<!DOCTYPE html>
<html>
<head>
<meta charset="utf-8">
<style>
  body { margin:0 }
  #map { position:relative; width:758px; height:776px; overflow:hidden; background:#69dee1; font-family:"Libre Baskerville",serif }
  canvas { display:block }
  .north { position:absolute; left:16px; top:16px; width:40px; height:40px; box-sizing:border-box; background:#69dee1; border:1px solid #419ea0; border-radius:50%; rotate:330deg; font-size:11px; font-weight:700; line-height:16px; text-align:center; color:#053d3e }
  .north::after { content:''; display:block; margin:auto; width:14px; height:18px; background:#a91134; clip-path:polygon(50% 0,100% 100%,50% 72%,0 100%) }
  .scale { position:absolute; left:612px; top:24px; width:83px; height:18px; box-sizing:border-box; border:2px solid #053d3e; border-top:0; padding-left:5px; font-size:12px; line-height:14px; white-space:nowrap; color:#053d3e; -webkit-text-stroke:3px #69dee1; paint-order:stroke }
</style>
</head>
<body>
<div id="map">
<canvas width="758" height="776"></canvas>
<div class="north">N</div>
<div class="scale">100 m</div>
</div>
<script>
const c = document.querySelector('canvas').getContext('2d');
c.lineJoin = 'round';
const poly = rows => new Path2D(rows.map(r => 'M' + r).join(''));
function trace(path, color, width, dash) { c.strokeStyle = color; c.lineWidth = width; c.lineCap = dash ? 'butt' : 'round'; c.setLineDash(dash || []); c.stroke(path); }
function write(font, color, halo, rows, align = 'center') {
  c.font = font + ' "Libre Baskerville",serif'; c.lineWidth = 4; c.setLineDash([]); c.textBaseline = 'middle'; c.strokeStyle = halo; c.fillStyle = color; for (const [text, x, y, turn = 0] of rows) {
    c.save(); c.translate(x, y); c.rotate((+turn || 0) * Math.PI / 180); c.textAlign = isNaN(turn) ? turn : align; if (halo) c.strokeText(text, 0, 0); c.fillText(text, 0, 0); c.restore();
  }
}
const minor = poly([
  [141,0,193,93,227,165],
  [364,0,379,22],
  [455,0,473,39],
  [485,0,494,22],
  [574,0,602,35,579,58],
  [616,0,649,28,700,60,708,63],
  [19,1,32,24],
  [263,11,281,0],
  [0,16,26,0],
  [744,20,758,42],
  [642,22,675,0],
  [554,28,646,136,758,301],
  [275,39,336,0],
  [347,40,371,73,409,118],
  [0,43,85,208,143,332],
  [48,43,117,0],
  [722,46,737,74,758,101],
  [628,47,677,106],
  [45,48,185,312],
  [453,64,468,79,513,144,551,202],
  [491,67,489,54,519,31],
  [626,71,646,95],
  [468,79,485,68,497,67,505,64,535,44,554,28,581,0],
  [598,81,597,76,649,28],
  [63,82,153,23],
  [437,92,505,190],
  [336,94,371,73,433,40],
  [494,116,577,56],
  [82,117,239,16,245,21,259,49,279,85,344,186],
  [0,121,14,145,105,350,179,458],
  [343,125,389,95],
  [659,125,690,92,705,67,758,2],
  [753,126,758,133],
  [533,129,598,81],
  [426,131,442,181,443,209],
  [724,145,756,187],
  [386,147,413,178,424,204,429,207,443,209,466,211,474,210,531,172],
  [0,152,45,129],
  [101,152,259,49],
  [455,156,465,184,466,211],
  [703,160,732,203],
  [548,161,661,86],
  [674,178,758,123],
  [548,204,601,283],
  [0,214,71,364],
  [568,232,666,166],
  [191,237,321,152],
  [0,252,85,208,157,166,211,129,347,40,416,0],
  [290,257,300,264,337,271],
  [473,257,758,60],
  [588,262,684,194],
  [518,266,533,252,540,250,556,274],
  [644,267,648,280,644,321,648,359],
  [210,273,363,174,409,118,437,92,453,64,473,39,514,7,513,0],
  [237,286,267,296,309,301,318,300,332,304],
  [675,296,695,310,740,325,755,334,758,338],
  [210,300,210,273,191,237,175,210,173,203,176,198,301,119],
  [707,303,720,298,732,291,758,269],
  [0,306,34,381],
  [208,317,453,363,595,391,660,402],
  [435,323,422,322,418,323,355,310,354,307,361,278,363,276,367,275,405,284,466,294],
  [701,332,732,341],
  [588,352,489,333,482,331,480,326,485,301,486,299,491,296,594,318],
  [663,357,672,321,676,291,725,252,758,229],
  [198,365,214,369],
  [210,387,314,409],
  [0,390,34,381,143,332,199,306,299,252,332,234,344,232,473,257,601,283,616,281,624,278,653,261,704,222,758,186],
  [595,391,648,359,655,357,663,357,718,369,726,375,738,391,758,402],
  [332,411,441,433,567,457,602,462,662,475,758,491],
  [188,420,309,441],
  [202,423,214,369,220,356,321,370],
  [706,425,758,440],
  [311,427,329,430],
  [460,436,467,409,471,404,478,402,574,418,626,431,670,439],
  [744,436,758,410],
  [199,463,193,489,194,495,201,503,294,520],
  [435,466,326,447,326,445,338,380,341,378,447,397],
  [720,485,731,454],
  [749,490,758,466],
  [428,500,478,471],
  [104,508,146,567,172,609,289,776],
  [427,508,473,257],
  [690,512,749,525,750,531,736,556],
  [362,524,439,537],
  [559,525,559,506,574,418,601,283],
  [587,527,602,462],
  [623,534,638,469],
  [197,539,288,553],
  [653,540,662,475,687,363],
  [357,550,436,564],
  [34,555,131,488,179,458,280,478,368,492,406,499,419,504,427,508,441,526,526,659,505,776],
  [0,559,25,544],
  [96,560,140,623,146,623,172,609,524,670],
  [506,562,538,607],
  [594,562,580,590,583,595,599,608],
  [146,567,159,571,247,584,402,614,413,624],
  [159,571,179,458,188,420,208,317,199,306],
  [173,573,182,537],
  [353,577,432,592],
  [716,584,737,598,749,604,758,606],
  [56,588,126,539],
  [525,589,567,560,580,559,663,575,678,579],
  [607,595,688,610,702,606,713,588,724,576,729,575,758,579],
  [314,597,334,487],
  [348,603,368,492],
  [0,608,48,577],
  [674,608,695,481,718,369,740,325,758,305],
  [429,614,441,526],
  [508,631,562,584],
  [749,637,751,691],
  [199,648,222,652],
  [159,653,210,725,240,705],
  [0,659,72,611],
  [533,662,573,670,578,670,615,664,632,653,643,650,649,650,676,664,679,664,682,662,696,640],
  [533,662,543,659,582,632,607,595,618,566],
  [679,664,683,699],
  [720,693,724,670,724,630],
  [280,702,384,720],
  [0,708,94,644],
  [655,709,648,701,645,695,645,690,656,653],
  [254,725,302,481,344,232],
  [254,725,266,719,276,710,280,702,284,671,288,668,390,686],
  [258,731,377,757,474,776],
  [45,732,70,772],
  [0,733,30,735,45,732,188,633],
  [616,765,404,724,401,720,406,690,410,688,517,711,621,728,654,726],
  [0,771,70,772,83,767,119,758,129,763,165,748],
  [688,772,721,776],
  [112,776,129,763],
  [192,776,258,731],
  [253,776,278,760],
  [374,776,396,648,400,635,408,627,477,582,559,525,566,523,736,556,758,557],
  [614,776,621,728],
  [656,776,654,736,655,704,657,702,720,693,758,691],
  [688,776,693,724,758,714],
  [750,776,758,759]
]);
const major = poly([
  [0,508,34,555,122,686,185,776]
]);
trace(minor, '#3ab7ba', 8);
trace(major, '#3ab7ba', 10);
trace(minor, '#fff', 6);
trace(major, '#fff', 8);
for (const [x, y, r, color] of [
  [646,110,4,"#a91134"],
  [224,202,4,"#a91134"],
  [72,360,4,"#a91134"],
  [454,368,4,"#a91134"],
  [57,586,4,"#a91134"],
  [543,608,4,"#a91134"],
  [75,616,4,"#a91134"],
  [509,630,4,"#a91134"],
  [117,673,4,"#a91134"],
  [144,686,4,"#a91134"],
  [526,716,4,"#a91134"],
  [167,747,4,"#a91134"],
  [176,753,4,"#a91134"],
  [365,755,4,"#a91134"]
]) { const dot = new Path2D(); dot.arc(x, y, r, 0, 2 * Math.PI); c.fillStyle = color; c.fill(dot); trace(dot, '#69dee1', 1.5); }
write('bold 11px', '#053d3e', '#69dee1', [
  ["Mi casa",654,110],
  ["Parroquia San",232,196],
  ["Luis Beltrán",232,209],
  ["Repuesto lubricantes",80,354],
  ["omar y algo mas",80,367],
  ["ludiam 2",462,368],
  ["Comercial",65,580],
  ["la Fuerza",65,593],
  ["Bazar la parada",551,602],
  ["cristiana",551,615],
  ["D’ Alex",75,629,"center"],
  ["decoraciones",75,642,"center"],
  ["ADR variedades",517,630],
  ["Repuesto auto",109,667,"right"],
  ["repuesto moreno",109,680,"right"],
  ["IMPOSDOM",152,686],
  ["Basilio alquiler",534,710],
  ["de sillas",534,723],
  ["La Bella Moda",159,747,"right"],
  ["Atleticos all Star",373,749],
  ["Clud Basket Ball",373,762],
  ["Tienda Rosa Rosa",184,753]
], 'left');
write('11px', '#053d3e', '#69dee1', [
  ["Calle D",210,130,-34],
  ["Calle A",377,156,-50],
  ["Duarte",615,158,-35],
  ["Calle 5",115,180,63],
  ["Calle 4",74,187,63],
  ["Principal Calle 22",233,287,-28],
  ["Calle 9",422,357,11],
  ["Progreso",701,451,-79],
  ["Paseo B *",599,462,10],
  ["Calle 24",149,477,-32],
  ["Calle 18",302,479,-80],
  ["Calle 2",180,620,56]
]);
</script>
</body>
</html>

================

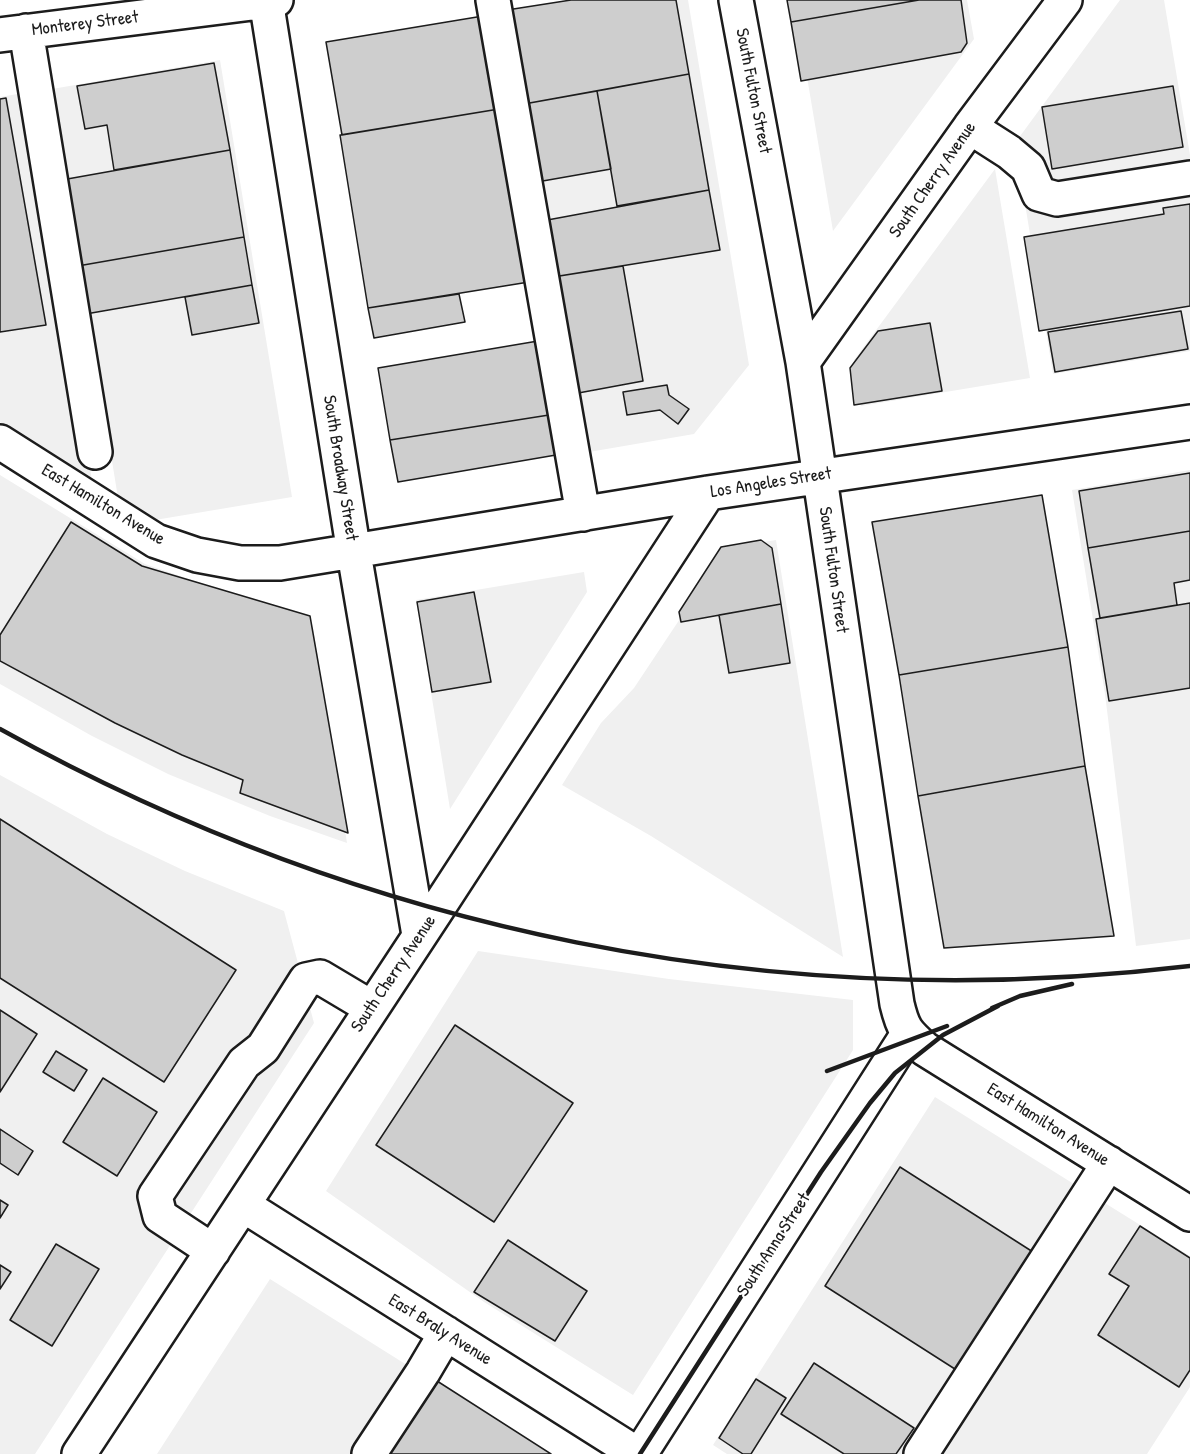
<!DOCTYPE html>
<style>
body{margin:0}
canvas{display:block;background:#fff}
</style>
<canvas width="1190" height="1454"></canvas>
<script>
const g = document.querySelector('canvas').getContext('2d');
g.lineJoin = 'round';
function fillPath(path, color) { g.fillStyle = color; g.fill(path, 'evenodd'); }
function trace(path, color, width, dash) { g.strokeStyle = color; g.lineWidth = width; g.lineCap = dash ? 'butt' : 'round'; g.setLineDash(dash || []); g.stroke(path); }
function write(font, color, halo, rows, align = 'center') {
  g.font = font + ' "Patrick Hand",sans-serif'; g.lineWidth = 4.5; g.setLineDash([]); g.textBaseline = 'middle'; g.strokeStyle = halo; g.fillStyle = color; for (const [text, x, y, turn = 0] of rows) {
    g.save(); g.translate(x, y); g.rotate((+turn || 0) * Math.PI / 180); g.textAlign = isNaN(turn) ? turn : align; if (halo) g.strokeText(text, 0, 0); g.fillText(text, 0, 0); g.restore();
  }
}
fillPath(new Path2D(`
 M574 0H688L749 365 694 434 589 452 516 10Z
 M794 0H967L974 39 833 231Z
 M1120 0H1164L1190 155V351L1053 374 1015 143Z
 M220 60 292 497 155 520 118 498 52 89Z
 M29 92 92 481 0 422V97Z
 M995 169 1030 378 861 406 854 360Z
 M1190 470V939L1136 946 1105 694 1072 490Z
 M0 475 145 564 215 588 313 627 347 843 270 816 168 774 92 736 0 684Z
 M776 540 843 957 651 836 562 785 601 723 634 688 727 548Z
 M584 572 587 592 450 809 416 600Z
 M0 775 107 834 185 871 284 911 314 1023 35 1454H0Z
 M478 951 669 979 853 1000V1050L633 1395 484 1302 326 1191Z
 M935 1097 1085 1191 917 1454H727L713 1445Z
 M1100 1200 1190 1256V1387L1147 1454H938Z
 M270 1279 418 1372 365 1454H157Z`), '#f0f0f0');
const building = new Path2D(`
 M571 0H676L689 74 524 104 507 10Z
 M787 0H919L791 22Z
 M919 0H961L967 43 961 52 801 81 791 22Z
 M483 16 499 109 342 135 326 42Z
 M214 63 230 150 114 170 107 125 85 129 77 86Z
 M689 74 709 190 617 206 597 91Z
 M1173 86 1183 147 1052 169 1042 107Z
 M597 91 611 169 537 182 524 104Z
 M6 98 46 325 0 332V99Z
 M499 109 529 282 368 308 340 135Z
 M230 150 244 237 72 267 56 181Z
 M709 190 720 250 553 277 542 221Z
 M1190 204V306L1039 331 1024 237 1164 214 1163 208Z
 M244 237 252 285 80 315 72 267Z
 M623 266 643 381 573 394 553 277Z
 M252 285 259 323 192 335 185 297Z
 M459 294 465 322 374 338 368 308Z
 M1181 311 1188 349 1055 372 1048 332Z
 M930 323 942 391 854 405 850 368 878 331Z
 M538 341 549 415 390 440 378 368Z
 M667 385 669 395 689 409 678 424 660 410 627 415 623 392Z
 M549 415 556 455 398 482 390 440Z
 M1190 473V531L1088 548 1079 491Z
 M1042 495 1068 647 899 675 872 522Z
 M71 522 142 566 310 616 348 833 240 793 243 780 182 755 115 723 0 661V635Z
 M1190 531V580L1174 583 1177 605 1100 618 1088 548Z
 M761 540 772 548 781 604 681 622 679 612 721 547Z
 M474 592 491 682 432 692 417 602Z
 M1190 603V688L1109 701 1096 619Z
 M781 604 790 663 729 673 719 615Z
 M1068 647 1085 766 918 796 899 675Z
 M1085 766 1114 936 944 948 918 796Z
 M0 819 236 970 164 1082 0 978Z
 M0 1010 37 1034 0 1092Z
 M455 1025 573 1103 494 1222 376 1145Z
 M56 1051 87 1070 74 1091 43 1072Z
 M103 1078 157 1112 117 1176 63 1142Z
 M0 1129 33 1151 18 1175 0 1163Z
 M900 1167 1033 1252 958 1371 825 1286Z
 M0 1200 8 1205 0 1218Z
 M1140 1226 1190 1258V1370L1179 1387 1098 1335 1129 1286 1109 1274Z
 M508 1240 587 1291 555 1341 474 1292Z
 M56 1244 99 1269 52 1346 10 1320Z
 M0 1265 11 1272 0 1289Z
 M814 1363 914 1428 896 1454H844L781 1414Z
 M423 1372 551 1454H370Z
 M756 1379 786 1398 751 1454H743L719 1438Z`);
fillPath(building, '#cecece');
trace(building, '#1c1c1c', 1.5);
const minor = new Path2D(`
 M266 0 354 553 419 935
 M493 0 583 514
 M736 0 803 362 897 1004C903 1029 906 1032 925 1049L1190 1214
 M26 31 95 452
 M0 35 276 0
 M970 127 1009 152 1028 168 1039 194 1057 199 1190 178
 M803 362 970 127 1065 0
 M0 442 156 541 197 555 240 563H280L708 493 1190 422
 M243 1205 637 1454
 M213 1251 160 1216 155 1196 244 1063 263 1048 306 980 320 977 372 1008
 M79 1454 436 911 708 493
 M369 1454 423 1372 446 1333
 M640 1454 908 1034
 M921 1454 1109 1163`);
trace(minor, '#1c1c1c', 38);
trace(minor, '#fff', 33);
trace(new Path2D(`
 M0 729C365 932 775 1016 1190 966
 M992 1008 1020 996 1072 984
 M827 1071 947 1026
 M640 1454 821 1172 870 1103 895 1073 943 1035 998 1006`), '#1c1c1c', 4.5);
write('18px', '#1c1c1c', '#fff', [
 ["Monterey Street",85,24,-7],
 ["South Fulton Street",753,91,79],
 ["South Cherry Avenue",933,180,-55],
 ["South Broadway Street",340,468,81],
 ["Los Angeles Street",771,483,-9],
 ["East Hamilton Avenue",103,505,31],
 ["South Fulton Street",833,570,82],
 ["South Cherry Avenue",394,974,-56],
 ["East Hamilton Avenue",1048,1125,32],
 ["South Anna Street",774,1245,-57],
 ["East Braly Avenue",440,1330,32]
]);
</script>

================

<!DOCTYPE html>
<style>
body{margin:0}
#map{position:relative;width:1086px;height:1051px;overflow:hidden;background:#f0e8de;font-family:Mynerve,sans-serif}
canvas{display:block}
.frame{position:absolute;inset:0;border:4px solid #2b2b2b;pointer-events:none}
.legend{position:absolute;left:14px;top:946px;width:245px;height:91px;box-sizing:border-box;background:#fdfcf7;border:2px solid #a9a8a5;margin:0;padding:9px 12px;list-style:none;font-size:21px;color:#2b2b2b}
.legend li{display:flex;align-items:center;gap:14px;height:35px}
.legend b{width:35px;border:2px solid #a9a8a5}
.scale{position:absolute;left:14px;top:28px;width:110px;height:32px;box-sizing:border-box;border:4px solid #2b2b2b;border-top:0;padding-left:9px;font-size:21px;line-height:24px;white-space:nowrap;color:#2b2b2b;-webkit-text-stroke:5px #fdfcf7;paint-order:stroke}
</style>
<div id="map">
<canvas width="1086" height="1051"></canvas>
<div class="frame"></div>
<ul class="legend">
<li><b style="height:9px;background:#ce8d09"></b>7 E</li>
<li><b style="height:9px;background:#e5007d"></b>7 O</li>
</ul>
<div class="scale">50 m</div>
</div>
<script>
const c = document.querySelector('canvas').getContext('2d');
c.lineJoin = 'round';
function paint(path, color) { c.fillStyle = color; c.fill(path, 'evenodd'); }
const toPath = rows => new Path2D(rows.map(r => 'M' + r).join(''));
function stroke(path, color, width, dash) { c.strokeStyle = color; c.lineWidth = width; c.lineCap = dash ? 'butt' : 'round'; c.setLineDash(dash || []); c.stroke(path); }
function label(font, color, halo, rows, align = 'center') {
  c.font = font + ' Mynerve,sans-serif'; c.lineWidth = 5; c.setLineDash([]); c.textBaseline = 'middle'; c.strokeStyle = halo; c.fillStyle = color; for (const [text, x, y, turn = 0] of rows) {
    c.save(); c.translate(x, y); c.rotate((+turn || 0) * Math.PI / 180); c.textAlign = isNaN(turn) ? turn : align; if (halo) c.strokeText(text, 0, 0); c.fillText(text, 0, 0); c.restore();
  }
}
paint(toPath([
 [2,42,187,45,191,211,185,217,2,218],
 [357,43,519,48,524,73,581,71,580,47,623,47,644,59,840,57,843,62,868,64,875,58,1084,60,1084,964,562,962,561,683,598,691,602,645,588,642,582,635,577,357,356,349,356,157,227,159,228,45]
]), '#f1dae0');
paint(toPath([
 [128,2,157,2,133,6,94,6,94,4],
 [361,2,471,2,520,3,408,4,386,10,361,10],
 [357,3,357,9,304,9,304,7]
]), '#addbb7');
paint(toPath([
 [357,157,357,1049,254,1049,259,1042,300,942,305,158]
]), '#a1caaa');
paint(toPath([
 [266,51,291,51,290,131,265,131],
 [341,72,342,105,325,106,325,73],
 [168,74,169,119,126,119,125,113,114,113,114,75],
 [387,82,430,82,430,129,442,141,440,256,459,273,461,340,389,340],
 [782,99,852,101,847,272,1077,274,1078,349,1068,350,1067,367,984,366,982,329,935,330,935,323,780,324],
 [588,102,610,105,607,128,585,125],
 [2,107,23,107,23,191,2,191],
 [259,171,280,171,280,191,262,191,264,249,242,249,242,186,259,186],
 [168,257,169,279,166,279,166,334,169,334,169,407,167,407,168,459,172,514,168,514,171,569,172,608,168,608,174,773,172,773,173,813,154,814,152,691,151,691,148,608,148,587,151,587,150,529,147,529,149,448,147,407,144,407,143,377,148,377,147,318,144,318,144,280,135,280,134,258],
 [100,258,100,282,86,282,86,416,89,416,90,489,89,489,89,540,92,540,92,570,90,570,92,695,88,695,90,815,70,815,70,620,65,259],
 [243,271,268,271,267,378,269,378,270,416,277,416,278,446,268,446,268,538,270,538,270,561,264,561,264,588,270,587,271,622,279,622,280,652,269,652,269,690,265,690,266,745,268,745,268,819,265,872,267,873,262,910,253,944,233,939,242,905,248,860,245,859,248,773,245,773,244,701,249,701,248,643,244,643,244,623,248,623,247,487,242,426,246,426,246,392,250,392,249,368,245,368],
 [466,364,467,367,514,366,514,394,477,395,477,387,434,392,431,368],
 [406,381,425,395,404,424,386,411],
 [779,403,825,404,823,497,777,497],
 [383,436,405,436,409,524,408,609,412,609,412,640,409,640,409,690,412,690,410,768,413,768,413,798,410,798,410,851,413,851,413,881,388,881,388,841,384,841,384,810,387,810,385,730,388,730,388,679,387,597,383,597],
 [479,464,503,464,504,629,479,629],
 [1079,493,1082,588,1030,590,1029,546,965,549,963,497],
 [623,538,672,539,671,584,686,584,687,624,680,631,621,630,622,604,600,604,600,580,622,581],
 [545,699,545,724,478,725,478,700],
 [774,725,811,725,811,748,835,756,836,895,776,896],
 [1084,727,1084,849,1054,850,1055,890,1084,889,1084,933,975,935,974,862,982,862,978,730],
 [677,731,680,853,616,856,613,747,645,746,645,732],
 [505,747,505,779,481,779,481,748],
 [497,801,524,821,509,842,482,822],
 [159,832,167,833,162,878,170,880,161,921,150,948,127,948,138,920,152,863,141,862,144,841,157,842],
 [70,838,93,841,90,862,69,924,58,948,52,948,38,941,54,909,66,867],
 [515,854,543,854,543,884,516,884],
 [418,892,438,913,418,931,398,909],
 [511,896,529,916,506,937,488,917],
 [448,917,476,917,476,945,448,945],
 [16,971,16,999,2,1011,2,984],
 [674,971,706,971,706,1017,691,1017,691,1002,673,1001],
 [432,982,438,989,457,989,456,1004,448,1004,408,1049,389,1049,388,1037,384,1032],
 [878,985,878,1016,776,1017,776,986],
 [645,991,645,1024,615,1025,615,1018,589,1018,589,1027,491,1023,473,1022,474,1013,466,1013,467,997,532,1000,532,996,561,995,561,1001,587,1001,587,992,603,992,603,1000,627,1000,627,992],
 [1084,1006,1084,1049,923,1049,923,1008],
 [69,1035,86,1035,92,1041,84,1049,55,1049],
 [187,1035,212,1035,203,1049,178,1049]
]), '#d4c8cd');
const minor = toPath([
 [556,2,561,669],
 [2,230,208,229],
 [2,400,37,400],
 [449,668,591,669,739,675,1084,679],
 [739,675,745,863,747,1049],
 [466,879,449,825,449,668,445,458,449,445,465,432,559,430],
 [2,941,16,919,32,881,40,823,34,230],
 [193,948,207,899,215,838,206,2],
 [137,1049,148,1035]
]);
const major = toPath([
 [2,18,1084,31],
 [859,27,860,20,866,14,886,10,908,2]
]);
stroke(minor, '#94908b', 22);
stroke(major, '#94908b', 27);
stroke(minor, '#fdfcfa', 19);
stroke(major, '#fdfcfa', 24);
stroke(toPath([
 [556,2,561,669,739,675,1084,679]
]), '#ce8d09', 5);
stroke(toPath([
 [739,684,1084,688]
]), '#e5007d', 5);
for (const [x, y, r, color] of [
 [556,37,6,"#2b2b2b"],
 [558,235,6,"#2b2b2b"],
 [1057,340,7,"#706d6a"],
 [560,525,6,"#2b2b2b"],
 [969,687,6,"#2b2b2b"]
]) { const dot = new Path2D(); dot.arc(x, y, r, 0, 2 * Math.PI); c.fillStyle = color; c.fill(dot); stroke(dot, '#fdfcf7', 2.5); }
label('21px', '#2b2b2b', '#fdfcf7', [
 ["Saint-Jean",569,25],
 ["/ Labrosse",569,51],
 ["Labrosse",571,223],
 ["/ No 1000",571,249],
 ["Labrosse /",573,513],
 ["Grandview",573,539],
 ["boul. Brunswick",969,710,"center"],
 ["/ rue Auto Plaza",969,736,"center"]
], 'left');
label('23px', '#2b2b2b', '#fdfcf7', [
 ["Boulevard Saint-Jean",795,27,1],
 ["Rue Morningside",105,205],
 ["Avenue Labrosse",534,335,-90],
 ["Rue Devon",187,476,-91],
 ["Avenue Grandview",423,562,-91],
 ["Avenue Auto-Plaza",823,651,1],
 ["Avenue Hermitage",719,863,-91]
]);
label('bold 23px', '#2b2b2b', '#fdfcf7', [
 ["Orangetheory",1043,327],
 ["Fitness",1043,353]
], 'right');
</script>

================

**What needs to be done:** With "rows" as the string to find, copy every line of the records that holds it.

**Solution:**
const poly = rows => new Path2D(rows.map(r => 'M' + r).join(''));
function write(font, color, halo, rows, align = 'center') {
  c.font = font + ' "Libre Baskerville",serif'; c.lineWidth = 4; c.setLineDash([]); c.textBaseline = 'middle'; c.strokeStyle = halo; c.fillStyle = color; for (const [text, x, y, turn = 0] of rows) {
function write(font, color, halo, rows, align = 'center') {
  g.font = font + ' "Patrick Hand",sans-serif'; g.lineWidth = 4.5; g.setLineDash([]); g.textBaseline = 'middle'; g.strokeStyle = halo; g.fillStyle = color; for (const [text, x, y, turn = 0] of rows) {
const toPath = rows => new Path2D(rows.map(r => 'M' + r).join(''));
function label(font, color, halo, rows, align = 'center') {
  c.font = font + ' Mynerve,sans-serif'; c.lineWidth = 5; c.setLineDash([]); c.textBaseline = 'middle'; c.strokeStyle = halo; c.fillStyle = color; for (const [text, x, y, turn = 0] of rows) {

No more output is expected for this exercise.